(Directions for this task): For this exercise, restate every line below word for word and drop the images.

----- Input data -----

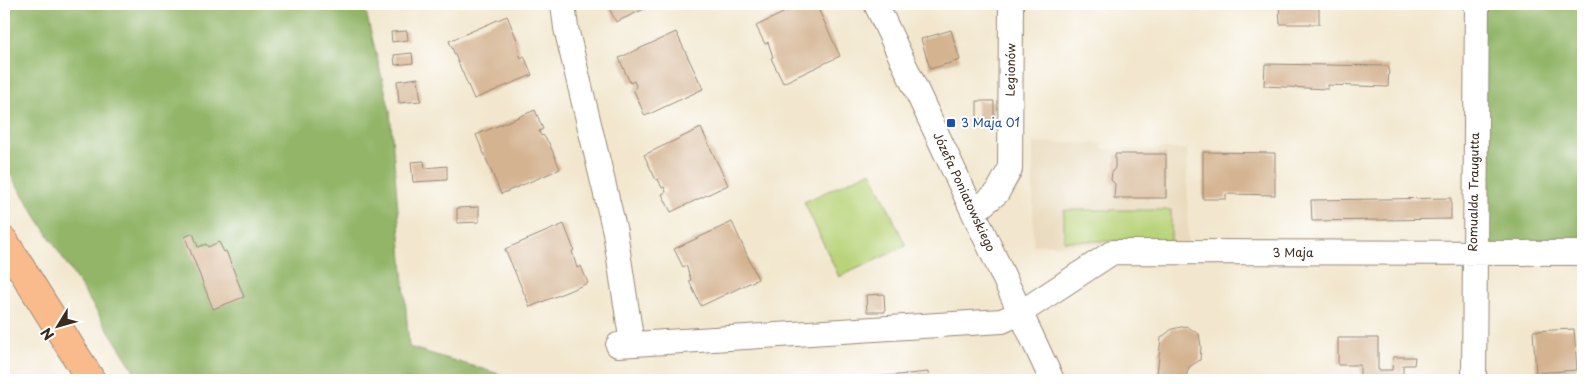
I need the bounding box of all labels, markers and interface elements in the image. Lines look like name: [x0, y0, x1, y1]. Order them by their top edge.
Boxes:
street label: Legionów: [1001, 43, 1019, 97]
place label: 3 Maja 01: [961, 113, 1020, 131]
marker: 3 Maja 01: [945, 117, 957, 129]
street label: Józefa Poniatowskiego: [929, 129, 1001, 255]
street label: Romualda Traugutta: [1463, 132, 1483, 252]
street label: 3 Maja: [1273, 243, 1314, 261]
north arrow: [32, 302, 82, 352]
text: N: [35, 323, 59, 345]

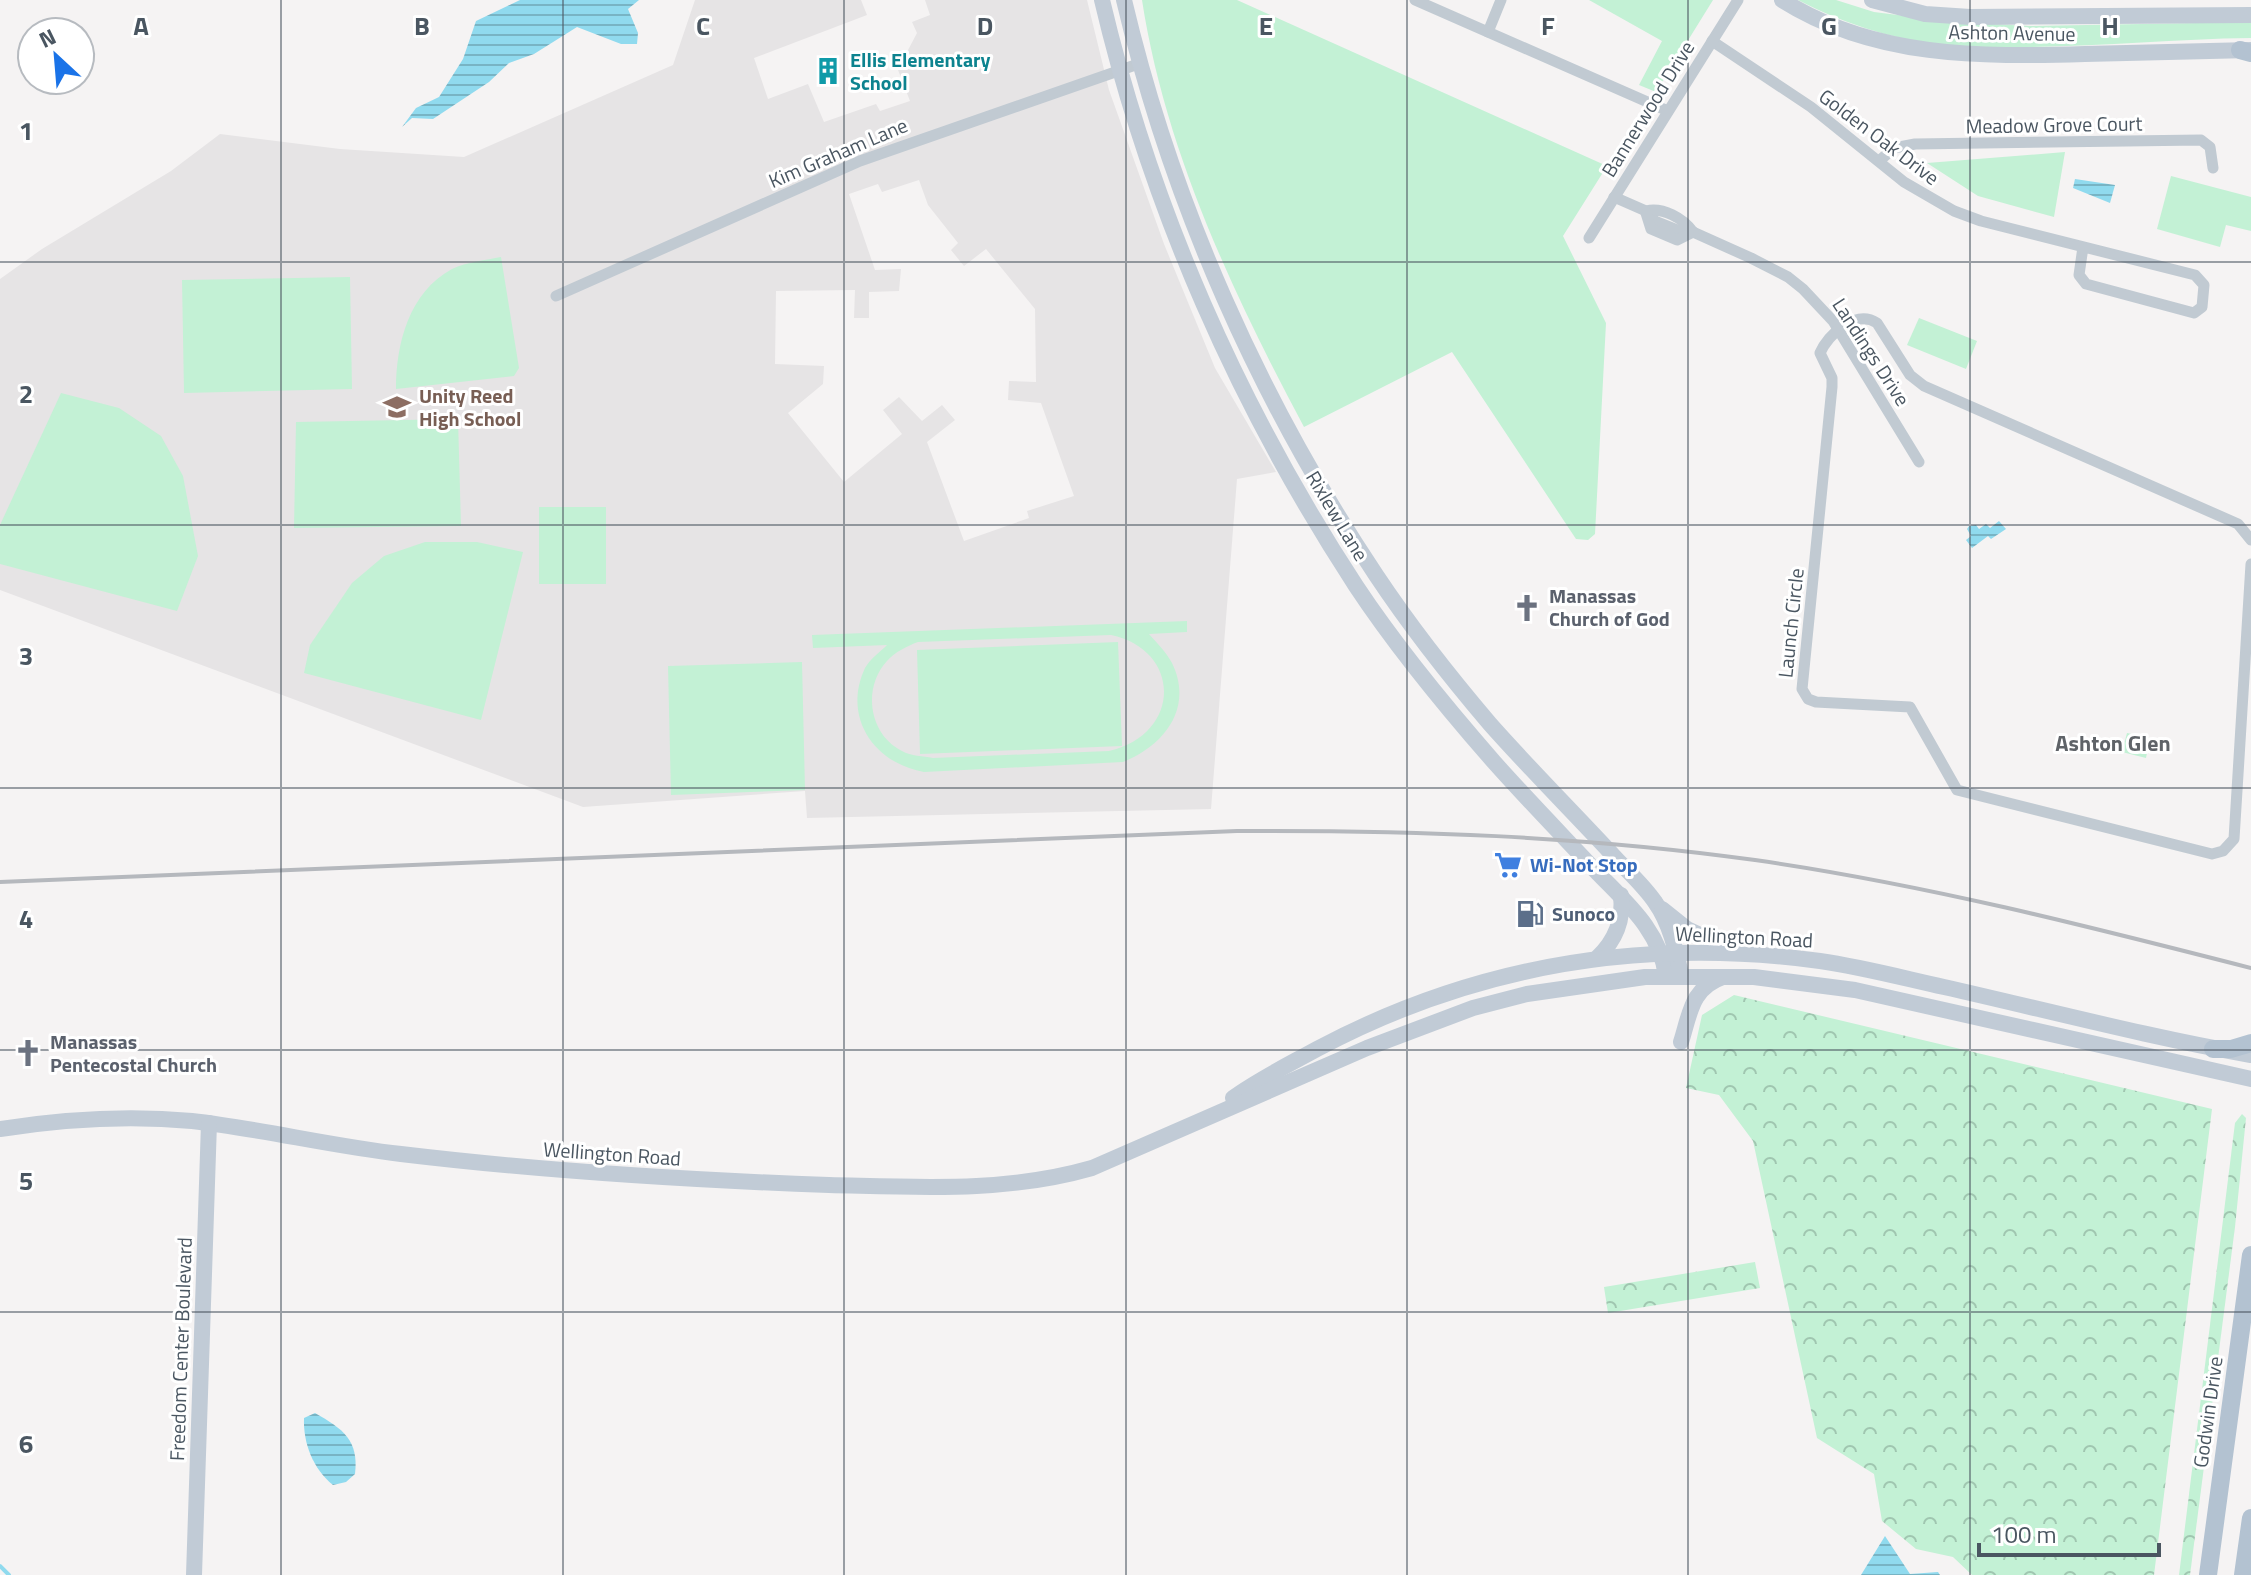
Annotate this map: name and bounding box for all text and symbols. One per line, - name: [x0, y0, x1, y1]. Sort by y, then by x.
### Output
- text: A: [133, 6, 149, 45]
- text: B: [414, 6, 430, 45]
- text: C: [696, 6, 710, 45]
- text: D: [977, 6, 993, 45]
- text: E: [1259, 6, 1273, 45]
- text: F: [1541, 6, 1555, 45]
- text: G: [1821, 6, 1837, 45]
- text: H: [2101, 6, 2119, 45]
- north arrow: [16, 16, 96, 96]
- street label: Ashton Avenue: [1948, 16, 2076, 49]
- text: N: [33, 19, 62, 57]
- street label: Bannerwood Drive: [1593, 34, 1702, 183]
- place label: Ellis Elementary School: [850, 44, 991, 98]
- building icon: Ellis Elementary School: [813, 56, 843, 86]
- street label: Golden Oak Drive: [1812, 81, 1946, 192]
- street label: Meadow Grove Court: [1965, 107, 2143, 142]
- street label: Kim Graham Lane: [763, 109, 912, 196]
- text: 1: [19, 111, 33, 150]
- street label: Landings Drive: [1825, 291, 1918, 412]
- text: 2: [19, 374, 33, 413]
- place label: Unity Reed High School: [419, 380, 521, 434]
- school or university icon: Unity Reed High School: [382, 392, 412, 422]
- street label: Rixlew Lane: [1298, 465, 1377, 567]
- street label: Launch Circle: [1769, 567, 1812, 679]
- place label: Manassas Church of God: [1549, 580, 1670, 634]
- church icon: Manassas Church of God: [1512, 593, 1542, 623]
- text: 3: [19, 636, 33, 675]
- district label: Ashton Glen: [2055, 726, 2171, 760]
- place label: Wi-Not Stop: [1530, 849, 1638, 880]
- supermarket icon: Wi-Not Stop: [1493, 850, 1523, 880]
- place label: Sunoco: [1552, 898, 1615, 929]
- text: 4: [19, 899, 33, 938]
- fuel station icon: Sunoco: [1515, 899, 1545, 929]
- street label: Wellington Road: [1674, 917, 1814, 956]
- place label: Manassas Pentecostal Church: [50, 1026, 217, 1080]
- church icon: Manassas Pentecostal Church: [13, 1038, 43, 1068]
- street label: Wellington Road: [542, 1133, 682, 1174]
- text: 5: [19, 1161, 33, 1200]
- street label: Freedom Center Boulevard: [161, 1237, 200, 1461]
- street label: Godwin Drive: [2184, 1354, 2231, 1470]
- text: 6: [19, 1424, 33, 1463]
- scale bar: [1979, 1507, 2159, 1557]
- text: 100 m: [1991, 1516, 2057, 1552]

-----

(Solved problem):
I need the bounding box of all labels, markers and interface elements in the image. Lines look like name: [x0, y0, x1, y1]. Order them by their top edge.
Boxes:
street label: Legionów: [1001, 43, 1019, 97]
place label: 3 Maja 01: [961, 113, 1020, 131]
marker: 3 Maja 01: [945, 117, 957, 129]
street label: Józefa Poniatowskiego: [929, 129, 1001, 255]
street label: Romualda Traugutta: [1463, 132, 1483, 252]
street label: 3 Maja: [1273, 243, 1314, 261]
north arrow: [32, 302, 82, 352]
text: N: [35, 323, 59, 345]

Annotate this map: name and bounding box for all text and symbols. One per line, - name: [x0, y0, x1, y1]. Sort by y, then by x.
### Output
- text: A: [133, 6, 149, 45]
- text: B: [414, 6, 430, 45]
- text: C: [696, 6, 710, 45]
- text: D: [977, 6, 993, 45]
- text: E: [1259, 6, 1273, 45]
- text: F: [1541, 6, 1555, 45]
- text: G: [1821, 6, 1837, 45]
- text: H: [2101, 6, 2119, 45]
- north arrow: [16, 16, 96, 96]
- street label: Ashton Avenue: [1948, 16, 2076, 49]
- text: N: [33, 19, 62, 57]
- street label: Bannerwood Drive: [1593, 34, 1702, 183]
- place label: Ellis Elementary School: [850, 44, 991, 98]
- building icon: Ellis Elementary School: [813, 56, 843, 86]
- street label: Golden Oak Drive: [1812, 81, 1946, 192]
- street label: Meadow Grove Court: [1965, 107, 2143, 142]
- street label: Kim Graham Lane: [763, 109, 912, 196]
- text: 1: [19, 111, 33, 150]
- street label: Landings Drive: [1825, 291, 1918, 412]
- text: 2: [19, 374, 33, 413]
- place label: Unity Reed High School: [419, 380, 521, 434]
- school or university icon: Unity Reed High School: [382, 392, 412, 422]
- street label: Rixlew Lane: [1298, 465, 1377, 567]
- street label: Launch Circle: [1769, 567, 1812, 679]
- place label: Manassas Church of God: [1549, 580, 1670, 634]
- church icon: Manassas Church of God: [1512, 593, 1542, 623]
- text: 3: [19, 636, 33, 675]
- district label: Ashton Glen: [2055, 726, 2171, 760]
- place label: Wi-Not Stop: [1530, 849, 1638, 880]
- supermarket icon: Wi-Not Stop: [1493, 850, 1523, 880]
- place label: Sunoco: [1552, 898, 1615, 929]
- text: 4: [19, 899, 33, 938]
- fuel station icon: Sunoco: [1515, 899, 1545, 929]
- street label: Wellington Road: [1674, 917, 1814, 956]
- place label: Manassas Pentecostal Church: [50, 1026, 217, 1080]
- church icon: Manassas Pentecostal Church: [13, 1038, 43, 1068]
- street label: Wellington Road: [542, 1133, 682, 1174]
- text: 5: [19, 1161, 33, 1200]
- street label: Freedom Center Boulevard: [161, 1237, 200, 1461]
- street label: Godwin Drive: [2184, 1354, 2231, 1470]
- text: 6: [19, 1424, 33, 1463]
- scale bar: [1979, 1507, 2159, 1557]
- text: 100 m: [1991, 1516, 2057, 1552]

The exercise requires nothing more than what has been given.